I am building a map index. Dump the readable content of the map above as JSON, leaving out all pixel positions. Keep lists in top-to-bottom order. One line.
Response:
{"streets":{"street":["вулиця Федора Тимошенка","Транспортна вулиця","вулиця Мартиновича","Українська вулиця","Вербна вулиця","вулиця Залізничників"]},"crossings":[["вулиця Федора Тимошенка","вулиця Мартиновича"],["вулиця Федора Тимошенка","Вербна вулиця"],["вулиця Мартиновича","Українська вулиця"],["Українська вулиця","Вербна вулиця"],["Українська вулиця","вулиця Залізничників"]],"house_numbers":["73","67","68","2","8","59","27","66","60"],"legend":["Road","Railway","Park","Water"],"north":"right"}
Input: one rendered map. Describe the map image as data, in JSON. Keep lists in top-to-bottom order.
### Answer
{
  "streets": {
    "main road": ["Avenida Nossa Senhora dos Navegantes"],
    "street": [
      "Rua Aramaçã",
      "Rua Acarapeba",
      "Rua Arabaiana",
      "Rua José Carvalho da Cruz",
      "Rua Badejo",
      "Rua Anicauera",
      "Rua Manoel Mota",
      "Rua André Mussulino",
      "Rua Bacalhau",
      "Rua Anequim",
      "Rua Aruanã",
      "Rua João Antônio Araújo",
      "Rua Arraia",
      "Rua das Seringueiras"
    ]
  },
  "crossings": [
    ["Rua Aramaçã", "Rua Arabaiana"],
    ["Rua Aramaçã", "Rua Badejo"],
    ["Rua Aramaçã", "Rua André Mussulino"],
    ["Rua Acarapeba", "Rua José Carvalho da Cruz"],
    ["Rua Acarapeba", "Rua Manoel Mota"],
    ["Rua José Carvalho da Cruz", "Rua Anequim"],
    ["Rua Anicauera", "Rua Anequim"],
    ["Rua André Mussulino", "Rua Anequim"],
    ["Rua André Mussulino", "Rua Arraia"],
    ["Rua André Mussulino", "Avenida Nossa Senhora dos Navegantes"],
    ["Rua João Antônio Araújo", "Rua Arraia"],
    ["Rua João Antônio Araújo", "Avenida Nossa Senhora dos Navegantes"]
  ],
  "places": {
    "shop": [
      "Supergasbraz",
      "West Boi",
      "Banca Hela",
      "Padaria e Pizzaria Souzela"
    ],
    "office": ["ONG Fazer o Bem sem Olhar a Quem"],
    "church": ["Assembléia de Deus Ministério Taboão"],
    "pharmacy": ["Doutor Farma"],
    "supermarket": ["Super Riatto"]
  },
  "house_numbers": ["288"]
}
____
- _PROBLEM_:
In this exercise, reproduce each line above exactly.

- _RESPONSE TO THE EXERCISE_:
I am building a map index. Dump the readable content of the map above as JSON, leaving out all pixel positions. Keep lists in top-to-bottom order. One line.
Response:
{"streets":{"street":["вулиця Федора Тимошенка","Транспортна вулиця","вулиця Мартиновича","Українська вулиця","Вербна вулиця","вулиця Залізничників"]},"crossings":[["вулиця Федора Тимошенка","вулиця Мартиновича"],["вулиця Федора Тимошенка","Вербна вулиця"],["вулиця Мартиновича","Українська вулиця"],["Українська вулиця","Вербна вулиця"],["Українська вулиця","вулиця Залізничників"]],"house_numbers":["73","67","68","2","8","59","27","66","60"],"legend":["Road","Railway","Park","Water"],"north":"right"}
Input: one rendered map. Describe the map image as data, in JSON. Keep lists in top-to-bottom order.
### Answer
{
  "streets": {
    "main road": ["Avenida Nossa Senhora dos Navegantes"],
    "street": [
      "Rua Aramaçã",
      "Rua Acarapeba",
      "Rua Arabaiana",
      "Rua José Carvalho da Cruz",
      "Rua Badejo",
      "Rua Anicauera",
      "Rua Manoel Mota",
      "Rua André Mussulino",
      "Rua Bacalhau",
      "Rua Anequim",
      "Rua Aruanã",
      "Rua João Antônio Araújo",
      "Rua Arraia",
      "Rua das Seringueiras"
    ]
  },
  "crossings": [
    ["Rua Aramaçã", "Rua Arabaiana"],
    ["Rua Aramaçã", "Rua Badejo"],
    ["Rua Aramaçã", "Rua André Mussulino"],
    ["Rua Acarapeba", "Rua José Carvalho da Cruz"],
    ["Rua Acarapeba", "Rua Manoel Mota"],
    ["Rua José Carvalho da Cruz", "Rua Anequim"],
    ["Rua Anicauera", "Rua Anequim"],
    ["Rua André Mussulino", "Rua Anequim"],
    ["Rua André Mussulino", "Rua Arraia"],
    ["Rua André Mussulino", "Avenida Nossa Senhora dos Navegantes"],
    ["Rua João Antônio Araújo", "Rua Arraia"],
    ["Rua João Antônio Araújo", "Avenida Nossa Senhora dos Navegantes"]
  ],
  "places": {
    "shop": [
      "Supergasbraz",
      "West Boi",
      "Banca Hela",
      "Padaria e Pizzaria Souzela"
    ],
    "office": ["ONG Fazer o Bem sem Olhar a Quem"],
    "church": ["Assembléia de Deus Ministério Taboão"],
    "pharmacy": ["Doutor Farma"],
    "supermarket": ["Super Riatto"]
  },
  "house_numbers": ["288"]
}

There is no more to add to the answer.